Я должна поговорить с Братны. Я должна поговорить с Братны, пока не поздно. Но бежать сейчас из ванной комнаты, признаться себе, что голая, красивая, беззащитная девушка внушает тебе ужас, было невыносимо.
Пока я раздумывала над этим, произошла совсем уж невероятная вещь: голова Леночки упала на грудь, и она заснула. Я не могла в это поверить. Я глупо простояла над ее спящим и таким свободным сейчас от любви телом несколько минут, и только потом вышла из ванной, осторожно прикрыв за собой дверь. И с трудом подавила в себе желание привалить ее чем-нибудь тяжелым.

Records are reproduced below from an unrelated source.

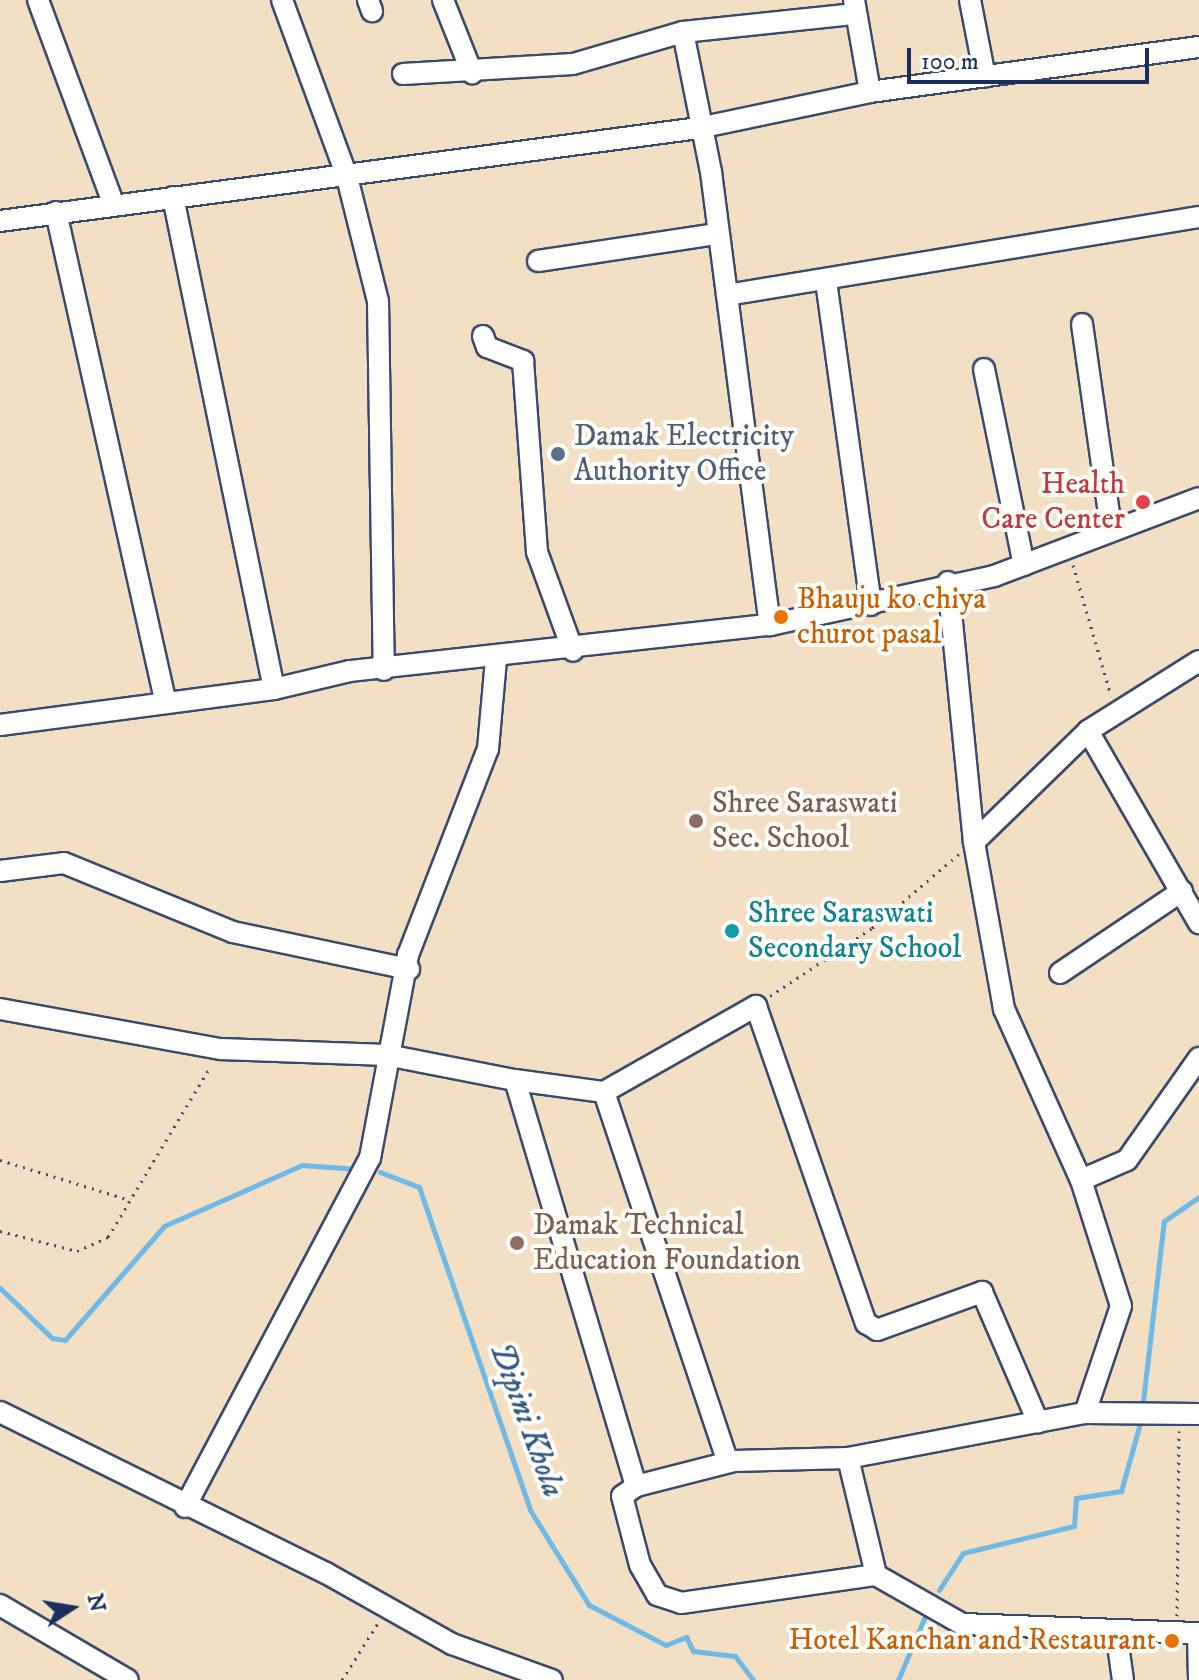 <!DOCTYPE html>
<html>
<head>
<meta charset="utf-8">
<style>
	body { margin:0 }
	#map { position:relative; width:1199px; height:1680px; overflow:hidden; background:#f3dfc3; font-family:"IM FELL DW Pica",serif }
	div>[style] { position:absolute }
	.stream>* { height:5px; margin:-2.5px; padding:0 2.5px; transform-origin:2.5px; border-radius:2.5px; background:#6fb9e7 }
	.path>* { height:3px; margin-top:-1.5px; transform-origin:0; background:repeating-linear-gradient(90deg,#3b496d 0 2px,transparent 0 8px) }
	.roads { filter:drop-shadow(2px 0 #3b496d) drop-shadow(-2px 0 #3b496d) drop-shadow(0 2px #3b496d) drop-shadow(0 -2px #3b496d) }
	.minor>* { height:20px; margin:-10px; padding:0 10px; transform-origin:10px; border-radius:10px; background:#fff }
	.dots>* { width:22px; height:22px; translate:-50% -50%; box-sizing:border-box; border:4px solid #fdfcf7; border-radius:50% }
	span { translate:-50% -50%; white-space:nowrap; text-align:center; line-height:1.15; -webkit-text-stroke:8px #fdfcf7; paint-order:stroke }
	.service-label { font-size:30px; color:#4e5e75 }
	.left { translate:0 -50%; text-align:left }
	.health-label { font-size:30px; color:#be3a42 }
	.right { translate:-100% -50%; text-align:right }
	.food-label { font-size:30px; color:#c56008 }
	.education-label { font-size:30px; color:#785e54 }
	.culture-label { font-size:30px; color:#0d838f }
	.water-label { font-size:32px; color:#345887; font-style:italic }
	.north { position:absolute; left:32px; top:1568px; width:80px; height:80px; -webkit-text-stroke:6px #fdfcf7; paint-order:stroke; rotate:78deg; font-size:22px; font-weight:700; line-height:32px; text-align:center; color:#1b2f5e }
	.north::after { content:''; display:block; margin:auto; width:28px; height:36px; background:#1b2f5e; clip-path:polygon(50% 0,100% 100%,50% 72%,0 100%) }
	.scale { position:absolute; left:907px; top:48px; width:242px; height:36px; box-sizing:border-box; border:4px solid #1b2f5e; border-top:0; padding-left:10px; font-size:24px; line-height:28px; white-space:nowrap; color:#1b2f5e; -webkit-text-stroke:6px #fdfcf7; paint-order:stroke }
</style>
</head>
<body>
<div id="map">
	<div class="stream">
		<i style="left:380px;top:1172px;width:42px;rotate:21deg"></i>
		<i style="left:419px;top:1187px;width:342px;rotate:71deg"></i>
		<i style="left:530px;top:1510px;width:112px;rotate:58.2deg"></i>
		<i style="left:589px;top:1605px;width:87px;rotate:27.5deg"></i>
		<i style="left:666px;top:1645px;width:22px;rotate:-22deg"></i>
		<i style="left:686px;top:1637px;width:16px;rotate:63deg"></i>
		<i style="left:693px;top:1651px;width:42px;rotate:6.8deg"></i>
		<i style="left:735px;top:1656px;width:30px;rotate:53deg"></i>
		<i style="left:0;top:1288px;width:72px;rotate:43.9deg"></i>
		<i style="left:52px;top:1338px;width:13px;rotate:9deg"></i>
		<i style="left:65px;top:1340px;width:151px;rotate:-49deg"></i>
		<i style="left:164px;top:1226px;width:151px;rotate:-23.8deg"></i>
		<i style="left:302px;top:1165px;width:56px;rotate:4.1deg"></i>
		<i style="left:1142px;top:1410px;width:190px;rotate:-83.4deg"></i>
		<i style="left:1164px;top:1221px;width:42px;rotate:-34.4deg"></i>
		<i style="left:939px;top:1590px;width:44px;rotate:-57deg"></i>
		<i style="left:963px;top:1553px;width:114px;rotate:-13.7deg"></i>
		<i style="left:1074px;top:1526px;width:28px;rotate:-86deg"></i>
		<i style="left:1076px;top:1498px;width:46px;rotate:-8.8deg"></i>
		<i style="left:1121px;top:1491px;width:74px;rotate:-74.3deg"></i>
		<i style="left:898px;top:1680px;width:72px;rotate:-67deg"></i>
	</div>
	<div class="path">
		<i style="left:1073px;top:565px;width:136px;rotate:73.8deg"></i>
		<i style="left:770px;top:996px;width:123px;rotate:-33.7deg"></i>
		<i style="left:872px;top:928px;width:114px;rotate:-40.4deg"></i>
		<i style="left:0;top:1160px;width:136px;rotate:17.1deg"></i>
		<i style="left:0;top:1231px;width:80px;rotate:14.6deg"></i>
		<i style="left:77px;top:1251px;width:34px;rotate:-24deg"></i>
		<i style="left:108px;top:1237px;width:198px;rotate:-59deg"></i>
		<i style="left:1177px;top:1616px;width:185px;rotate:-89.4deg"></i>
		<i style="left:342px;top:1680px;width:67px;rotate:-57.7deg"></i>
	</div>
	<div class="roads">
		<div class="minor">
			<i style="left:38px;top:0;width:216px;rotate:69.7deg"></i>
			<i style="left:282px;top:0;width:189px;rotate:69.8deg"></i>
			<i style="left:347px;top:177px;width:128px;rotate:76deg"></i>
			<i style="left:378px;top:301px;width:369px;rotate:89.1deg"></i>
			<i style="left:368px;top:0;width:12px;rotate:70deg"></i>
			<i style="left:443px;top:0;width:79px;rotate:68.3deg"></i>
			<i style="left:854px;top:0;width:93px;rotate:80.1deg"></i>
			<i style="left:970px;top:0;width:78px;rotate:79deg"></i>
			<i style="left:683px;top:32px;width:143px;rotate:78.7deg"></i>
			<i style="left:711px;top:172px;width:457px;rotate:82.6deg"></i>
			<i style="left:403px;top:74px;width:170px;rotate:-3.4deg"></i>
			<i style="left:573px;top:64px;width:115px;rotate:-16.2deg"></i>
			<i style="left:683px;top:32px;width:173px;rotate:-6deg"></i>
			<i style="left:173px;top:197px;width:502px;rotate:78.4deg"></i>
			<i style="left:56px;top:212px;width:498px;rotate:77.4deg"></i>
			<i style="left:0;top:221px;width:705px;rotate:-7.58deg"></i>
			<i style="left:699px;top:128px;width:175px;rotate:-11.9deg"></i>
			<i style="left:870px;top:92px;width:332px;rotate:-7.8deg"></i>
			<i style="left:538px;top:261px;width:181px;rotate:-8.6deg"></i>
			<i style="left:826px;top:281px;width:327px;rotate:82.1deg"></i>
			<i style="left:727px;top:295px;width:478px;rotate:-9.4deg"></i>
			<i style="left:1082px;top:324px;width:206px;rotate:81.9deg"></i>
			<i style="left:483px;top:336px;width:12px;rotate:70deg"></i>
			<i style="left:487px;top:347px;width:39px;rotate:21deg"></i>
			<i style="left:523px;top:361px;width:192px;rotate:85.8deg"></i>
			<i style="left:537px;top:552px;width:105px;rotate:70deg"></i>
			<i style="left:984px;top:369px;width:200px;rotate:78.5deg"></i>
			<i style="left:948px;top:582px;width:261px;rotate:84.3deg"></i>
			<i style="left:974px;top:842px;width:170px;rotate:79.8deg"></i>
			<i style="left:1004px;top:1009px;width:188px;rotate:65.8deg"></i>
			<i style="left:1081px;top:1180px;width:132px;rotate:72.4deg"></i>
			<i style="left:1121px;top:1306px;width:113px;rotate:108.6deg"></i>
			<i style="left:1199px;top:661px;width:131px;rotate:147.8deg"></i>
			<i style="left:1088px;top:731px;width:222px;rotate:60deg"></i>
			<i style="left:0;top:725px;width:276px;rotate:-7.5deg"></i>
			<i style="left:274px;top:689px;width:78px;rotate:-13.3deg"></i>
			<i style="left:350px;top:671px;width:423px;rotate:-6.3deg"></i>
			<i style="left:770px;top:625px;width:229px;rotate:-12.3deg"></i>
			<i style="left:994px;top:576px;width:219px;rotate:-20.8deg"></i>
			<i style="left:974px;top:842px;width:159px;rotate:-44.2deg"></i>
			<i style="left:0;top:871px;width:64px;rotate:-7.1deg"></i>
			<i style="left:64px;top:863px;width:183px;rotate:22.2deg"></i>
			<i style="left:233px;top:932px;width:180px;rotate:11.9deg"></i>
			<i style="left:1060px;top:973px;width:147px;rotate:-33.9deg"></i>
			<i style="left:0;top:1009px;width:225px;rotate:10.3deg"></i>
			<i style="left:221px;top:1049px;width:166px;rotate:2.1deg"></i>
			<i style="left:387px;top:1055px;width:130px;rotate:11.1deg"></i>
			<i style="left:515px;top:1080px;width:424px;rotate:73.4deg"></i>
			<i style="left:636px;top:1486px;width:101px;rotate:-14.3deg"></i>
			<i style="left:734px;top:1461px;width:114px;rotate:-1.5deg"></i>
			<i style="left:848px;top:1458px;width:241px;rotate:-10.8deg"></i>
			<i style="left:1085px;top:1413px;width:114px;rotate:0.5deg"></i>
			<i style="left:515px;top:1080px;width:90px;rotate:7.7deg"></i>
			<i style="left:604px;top:1092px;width:175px;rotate:-29.5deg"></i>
			<i style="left:756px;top:1006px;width:336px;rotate:70.9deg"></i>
			<i style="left:866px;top:1323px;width:13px;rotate:32deg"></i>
			<i style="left:877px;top:1330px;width:112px;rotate:-19.9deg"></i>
			<i style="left:982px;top:1292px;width:142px;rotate:66.7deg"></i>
			<i style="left:604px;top:1092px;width:390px;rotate:71.5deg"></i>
			<i style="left:1081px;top:1180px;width:50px;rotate:-23.5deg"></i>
			<i style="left:1127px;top:1160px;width:125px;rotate:-54.8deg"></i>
			<i style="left:0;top:1412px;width:364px;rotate:26.3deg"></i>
			<i style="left:326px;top:1573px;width:145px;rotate:29.4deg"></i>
			<i style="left:452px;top:1644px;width:106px;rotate:19.8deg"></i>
			<i style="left:848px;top:1458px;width:120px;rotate:76.5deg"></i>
			<i style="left:876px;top:1575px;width:99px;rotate:29.7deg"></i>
			<i style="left:962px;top:1624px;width:237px;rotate:2.2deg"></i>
			<i style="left:636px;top:1486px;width:17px;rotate:144deg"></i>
			<i style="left:622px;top:1496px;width:71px;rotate:75.4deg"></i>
			<i style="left:640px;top:1565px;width:34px;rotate:60deg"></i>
			<i style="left:657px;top:1595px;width:25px;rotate:18deg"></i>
			<i style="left:681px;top:1603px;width:197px;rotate:-8.2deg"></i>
			<i style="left:185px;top:1507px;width:395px;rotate:-62.1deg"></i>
			<i style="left:370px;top:1158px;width:207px;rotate:-79.4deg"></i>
			<i style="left:408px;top:955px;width:221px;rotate:-68.8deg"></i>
			<i style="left:488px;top:749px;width:89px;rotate:-84.9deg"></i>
			<i style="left:0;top:1605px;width:148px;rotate:30.4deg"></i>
			<i style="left:1116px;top:1631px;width:49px;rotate:81.9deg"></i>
			<i style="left:1198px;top:1633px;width:47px;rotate:88.8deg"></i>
		</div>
	</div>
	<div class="dots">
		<i style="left:558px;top:454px;background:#5c6f8a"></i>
		<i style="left:1143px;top:502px;background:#e0444e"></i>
		<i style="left:781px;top:617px;background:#e8710a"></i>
		<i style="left:696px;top:821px;background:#8d6e63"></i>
		<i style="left:732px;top:931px;background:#0f9aa8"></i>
		<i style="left:517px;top:1243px;background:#8d6e63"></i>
		<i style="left:1172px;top:1641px;background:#e8710a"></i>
	</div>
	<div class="service-label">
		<span class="left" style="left:574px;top:454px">Damak Electricity<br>Authority Office</span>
	</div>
	<div class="health-label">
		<span class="right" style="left:1125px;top:502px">Health<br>Care Center</span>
	</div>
	<div class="food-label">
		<span class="left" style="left:797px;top:617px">Bhauju ko chiya<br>churot pasal</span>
		<span class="right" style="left:1156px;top:1641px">Hotel Kanchan and Restaurant</span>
	</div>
	<div class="education-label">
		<span class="left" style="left:712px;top:821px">Shree Saraswati<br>Sec. School</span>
		<span class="left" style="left:533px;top:1243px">Damak Technical<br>Education Foundation</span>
	</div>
	<div class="culture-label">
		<span class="left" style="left:748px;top:931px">Shree Saraswati<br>Secondary School</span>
	</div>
	<div class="water-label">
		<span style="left:526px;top:1420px;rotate:70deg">Dipini Khola</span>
	</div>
	<div class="north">N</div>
	<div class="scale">100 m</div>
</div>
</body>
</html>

Нужно уходить отсюда. По-другому это называется бегством с корабля безумцев.
Она не виновата, пыталась убедить я себя, не испытывая к Леночке ничего, кроме жалости. Она не виновата. Виноват Братны, равнодушный гений Братны, сломавший ее жизнь. Отрешенно думая об этом, я немного прибралась в комнате. Она напомнила мне самое Леночку – такую респектабельную снаружи и такую неприбранную внутри.
В квартире была еще одна комната, и я, не справившись с любопытством, заглянула туда.
…Это был рабочий кабинет Леночки, сохранивший образцовый беспорядок ее прошлой жизни: несколько манекенов с наброшенными на них моделями платьев и костюмов (они были так "хороши, что я с трудом подавила в себе желание тотчас же раздеться и облачиться в каждый по очереди). Масса эскизов, развешанных на стенах и просто приставленных к ним; ткани самых удивительных расцветок, фурнитура, старинные шляпы – и фотографии на стенах. Фотографий было множество, и на всех была запечатлена Леночка. Жизнерадостная и еще не тронутая тленом своей порочной страсти. Леночка и изысканные женственные старики” Леночка и светские львы. Леночка и ее манекенщицы. Леночка и ее манекенщики. Леночка с молодыми людьми то ли в английской, то ли в американской военной форме, – очевидно, морские пехотинцы или что-то вроде этого. Улыбающиеся лица, камуфляж, винтовки со снайперским прицелом; Леночка покровительственно держит руку на одной из них. Все-таки это англичане, это легко определить по винтовкам – это “энфилд”, Лапицкий натаскивал меня на оружие. Винтовки, особенно снайперские, были его слабостью.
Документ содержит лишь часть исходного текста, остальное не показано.